Conservative columnist George Will: US withdrawal from Syria could result in a ‘severe Republican thrashing’ in 2020
George Will, image via Flickr.

Veteran conservative columnist George Will is so disdainful of Donald Trump’s presidency that after decades of being a registered Republican, he left the GOP. And this week, Trump gave Will yet another reason to be critical of him: the withdrawal of U.S. troops from northeastern Syria. That withdrawal, Will writes in a Washington Post column published on Thursday, might give Democrats a golden opportunity to push themselves as the party of national security in 2020.

“Aside from some rhetorical bleats, Republicans are acquiescing as Trump makes foreign policy by and for his viscera,” Will stresses. “This might, and should, complete what the Iraq War began in 2003: the destruction of the GOP’s advantage regarding foreign policy.”

After the Vietnam War, Will recalls, “Republicans acquired a durable advantage concerning the core presidential responsibility: national security.” But he quickly adds that the GOP’s advantage in that area is “durable but not indestructible if Democrats will take the nation’s security as seriously as Trump injures it casually.”

Will recalls that in the past, isolationism was found on both the left and the right.

“Conservative isolationism had said America was too virtuous for involvement in the fallen world,” Will contends. “Progressive isolationism said America was too fallen to improve the less-fallen world.”

To some neocons, the idea of Democrats selling themselves as the party of national security in 2020 might seem far-fetched. But Will points out that Democratic presidents had a hawkish reputation until the 1960s.
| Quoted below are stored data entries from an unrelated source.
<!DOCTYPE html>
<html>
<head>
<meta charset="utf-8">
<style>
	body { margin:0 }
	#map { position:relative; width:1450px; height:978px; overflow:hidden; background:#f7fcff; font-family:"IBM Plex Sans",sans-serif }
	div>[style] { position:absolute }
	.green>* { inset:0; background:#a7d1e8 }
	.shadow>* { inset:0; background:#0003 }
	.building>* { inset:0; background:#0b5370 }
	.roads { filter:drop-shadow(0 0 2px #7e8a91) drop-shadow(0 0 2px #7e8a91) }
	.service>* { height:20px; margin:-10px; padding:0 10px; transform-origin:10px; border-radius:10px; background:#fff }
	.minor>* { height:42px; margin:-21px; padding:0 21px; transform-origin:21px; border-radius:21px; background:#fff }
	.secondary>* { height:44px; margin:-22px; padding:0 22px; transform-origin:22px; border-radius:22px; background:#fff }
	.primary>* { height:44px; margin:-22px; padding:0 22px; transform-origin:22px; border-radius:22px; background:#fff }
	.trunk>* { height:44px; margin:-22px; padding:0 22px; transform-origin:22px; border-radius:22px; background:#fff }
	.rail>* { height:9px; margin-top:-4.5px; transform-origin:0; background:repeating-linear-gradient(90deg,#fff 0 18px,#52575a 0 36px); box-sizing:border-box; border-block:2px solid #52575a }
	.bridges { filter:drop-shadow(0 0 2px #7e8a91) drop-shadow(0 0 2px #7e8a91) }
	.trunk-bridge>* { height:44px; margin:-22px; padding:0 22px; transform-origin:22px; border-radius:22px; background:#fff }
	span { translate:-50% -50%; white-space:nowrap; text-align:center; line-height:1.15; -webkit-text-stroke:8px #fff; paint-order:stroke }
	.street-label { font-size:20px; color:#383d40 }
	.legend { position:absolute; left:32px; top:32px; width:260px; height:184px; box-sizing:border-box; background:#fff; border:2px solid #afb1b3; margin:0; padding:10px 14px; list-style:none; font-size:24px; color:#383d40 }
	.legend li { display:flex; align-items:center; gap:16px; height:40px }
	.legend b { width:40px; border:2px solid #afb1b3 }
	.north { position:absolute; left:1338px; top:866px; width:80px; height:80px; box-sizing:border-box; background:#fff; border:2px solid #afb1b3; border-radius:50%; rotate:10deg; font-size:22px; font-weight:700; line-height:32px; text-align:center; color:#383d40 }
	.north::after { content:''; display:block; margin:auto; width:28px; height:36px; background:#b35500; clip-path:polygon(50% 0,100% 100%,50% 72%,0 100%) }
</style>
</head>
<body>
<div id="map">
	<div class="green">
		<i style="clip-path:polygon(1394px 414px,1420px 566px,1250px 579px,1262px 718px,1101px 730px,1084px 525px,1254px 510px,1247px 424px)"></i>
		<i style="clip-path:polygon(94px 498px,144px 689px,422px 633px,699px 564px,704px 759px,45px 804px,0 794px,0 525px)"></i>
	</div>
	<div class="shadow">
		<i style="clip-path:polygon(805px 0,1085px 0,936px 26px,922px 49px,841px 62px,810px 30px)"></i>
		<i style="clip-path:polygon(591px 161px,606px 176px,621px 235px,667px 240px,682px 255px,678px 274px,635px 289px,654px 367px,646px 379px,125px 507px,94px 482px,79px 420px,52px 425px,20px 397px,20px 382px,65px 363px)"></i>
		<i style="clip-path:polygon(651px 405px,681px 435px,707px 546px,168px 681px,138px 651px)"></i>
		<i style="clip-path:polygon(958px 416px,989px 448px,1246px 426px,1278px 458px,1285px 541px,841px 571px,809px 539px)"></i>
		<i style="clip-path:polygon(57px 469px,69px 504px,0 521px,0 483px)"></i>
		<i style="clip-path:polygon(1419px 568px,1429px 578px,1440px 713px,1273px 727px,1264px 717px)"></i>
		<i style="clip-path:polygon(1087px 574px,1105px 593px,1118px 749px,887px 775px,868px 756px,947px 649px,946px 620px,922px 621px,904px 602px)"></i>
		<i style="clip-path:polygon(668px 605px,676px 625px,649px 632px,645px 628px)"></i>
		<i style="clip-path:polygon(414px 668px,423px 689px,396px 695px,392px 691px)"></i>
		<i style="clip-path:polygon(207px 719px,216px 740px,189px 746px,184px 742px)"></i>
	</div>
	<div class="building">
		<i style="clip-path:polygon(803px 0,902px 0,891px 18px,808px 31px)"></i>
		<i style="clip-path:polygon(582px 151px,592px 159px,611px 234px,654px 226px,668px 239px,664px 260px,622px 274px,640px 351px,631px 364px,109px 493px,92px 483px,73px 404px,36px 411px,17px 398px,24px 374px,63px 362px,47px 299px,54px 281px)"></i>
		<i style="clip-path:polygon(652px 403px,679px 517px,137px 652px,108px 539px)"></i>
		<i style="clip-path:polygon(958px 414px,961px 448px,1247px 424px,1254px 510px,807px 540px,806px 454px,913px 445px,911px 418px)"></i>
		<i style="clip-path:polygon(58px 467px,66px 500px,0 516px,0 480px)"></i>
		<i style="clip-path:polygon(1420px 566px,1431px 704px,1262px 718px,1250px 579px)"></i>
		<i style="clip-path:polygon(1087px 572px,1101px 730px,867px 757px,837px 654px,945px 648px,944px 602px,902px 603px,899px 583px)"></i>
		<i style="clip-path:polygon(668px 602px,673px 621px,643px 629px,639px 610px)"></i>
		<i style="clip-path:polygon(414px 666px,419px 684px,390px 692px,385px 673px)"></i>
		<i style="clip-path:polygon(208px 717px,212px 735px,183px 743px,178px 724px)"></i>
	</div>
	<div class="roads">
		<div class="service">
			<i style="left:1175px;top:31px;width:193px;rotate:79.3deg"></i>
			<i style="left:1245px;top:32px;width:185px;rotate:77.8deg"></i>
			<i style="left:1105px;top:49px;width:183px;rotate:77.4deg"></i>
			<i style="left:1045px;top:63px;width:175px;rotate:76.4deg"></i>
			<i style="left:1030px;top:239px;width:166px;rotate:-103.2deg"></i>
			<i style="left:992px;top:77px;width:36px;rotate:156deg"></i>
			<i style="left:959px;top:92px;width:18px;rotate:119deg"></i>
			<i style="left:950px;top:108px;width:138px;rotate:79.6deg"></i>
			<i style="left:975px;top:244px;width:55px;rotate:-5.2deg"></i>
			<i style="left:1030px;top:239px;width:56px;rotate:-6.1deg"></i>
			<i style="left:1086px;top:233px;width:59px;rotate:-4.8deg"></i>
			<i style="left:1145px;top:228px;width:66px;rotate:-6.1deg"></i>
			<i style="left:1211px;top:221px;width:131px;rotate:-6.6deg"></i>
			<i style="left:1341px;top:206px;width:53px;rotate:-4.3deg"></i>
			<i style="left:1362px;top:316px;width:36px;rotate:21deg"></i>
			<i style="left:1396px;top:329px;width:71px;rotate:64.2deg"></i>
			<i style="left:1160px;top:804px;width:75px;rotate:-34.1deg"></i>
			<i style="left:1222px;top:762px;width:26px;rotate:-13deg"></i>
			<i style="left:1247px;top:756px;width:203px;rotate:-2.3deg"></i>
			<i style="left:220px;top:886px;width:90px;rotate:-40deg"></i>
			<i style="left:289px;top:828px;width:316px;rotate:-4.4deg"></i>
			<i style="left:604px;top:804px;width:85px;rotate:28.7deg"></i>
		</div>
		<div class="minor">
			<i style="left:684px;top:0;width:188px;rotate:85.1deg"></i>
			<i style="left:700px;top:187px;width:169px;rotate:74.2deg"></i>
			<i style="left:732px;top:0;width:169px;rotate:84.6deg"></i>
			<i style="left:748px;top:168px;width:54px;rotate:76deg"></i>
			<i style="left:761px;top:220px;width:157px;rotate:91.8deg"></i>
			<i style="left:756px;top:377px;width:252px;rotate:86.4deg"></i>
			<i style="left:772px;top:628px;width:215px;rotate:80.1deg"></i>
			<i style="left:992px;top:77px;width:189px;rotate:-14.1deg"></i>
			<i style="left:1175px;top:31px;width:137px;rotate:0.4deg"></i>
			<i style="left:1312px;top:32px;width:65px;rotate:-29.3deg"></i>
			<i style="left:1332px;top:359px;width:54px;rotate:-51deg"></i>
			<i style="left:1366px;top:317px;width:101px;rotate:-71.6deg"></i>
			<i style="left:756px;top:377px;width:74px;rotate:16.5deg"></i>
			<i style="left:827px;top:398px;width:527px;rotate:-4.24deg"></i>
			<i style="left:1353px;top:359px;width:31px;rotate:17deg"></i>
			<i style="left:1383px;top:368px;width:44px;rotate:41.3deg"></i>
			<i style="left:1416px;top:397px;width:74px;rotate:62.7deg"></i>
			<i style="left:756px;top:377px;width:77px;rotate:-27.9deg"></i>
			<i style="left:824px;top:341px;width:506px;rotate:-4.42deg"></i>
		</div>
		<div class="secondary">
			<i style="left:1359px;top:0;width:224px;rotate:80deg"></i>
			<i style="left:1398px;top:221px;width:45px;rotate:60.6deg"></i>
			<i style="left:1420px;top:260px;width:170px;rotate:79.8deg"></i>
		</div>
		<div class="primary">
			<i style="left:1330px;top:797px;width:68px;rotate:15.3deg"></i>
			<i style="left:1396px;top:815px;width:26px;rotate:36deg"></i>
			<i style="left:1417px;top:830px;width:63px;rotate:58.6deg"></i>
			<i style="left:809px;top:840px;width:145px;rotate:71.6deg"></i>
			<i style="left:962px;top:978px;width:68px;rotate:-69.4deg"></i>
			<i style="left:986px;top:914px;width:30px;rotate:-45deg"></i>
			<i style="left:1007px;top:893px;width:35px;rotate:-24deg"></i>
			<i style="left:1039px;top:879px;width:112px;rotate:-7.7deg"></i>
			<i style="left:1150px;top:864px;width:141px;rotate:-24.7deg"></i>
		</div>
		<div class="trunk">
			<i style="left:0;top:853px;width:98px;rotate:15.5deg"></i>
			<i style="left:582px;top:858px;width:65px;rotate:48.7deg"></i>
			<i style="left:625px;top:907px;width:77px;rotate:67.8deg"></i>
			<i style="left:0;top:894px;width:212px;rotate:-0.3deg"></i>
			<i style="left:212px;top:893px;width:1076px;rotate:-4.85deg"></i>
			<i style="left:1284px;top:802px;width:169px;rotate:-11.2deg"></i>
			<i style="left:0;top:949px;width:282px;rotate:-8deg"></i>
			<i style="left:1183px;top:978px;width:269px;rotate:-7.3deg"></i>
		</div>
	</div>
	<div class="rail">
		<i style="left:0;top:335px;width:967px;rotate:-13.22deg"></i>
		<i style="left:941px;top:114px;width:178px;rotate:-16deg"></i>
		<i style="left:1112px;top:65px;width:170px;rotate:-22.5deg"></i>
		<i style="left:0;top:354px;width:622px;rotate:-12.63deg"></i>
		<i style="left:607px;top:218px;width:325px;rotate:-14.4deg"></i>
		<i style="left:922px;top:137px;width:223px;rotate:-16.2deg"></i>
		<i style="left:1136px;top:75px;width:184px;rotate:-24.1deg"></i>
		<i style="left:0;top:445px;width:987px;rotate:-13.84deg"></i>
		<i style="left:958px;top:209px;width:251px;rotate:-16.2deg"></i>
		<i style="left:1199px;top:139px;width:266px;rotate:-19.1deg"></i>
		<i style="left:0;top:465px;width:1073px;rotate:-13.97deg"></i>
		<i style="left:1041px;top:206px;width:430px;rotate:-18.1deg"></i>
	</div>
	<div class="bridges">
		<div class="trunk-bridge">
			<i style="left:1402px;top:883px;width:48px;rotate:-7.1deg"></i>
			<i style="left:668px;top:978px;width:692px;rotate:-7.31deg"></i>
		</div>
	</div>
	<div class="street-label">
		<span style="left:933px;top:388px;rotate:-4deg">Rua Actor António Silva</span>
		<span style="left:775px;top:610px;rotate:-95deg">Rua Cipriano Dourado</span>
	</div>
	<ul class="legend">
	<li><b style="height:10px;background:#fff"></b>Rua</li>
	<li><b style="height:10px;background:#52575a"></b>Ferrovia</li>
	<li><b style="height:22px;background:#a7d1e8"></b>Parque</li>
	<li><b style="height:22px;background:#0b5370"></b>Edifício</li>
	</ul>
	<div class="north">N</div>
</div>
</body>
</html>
“Democrats were present at the creation of Cold War strategy,” Will explains. “From President Harry S. Truman and Secretary of State Dean Acheson through Sen. Henry Jackson and advisers such as Max Kampelman and Jeane Kirkpatrick, they built the diplomatic architecture — e.g., NATO — and helped to maintain the military muscle that won the war. But the party fractured over Vietnam.”

The withdrawal of U.S. troops from northeastern Syria, Will notes, comes at a time when Trump is facing an impeachment inquiry in the House of Representatives because of the Ukraine scandal.

“Because frivolousness and stupidity are neither high crimes nor misdemeanors, his decision — however contemptible because it betrays America’s Kurdish friends — is not an impeachable offense,” Will observes. “It should, however, color the impeachment debate because it coincides with his extraordinary and impeachment-pertinent challenge to Congress’ constitutional duty to conduct oversight of the executive branch.”

Will concludes his column by warning the GOP leadership that if it continues to be blindly loyal to Trump, the result might be a major blue wave in the 2020 election.

“In 13 months,” Will asserts, “all congressional Republicans who have not defended Congress by exercising ‘the constitutional rights of the place’ should be defeated. If congressional Republicans continue their genuflections at Trump’s altar, the appropriate 2020 outcome will be a Republican thrashing so severe — losing the House, the Senate and the electoral votes of, say, Georgia, Arizona, North Carolina and even Texas — that even this party of slow-learning careerists might notice the hazards of tethering their careers to a downward-spiraling scofflaw.”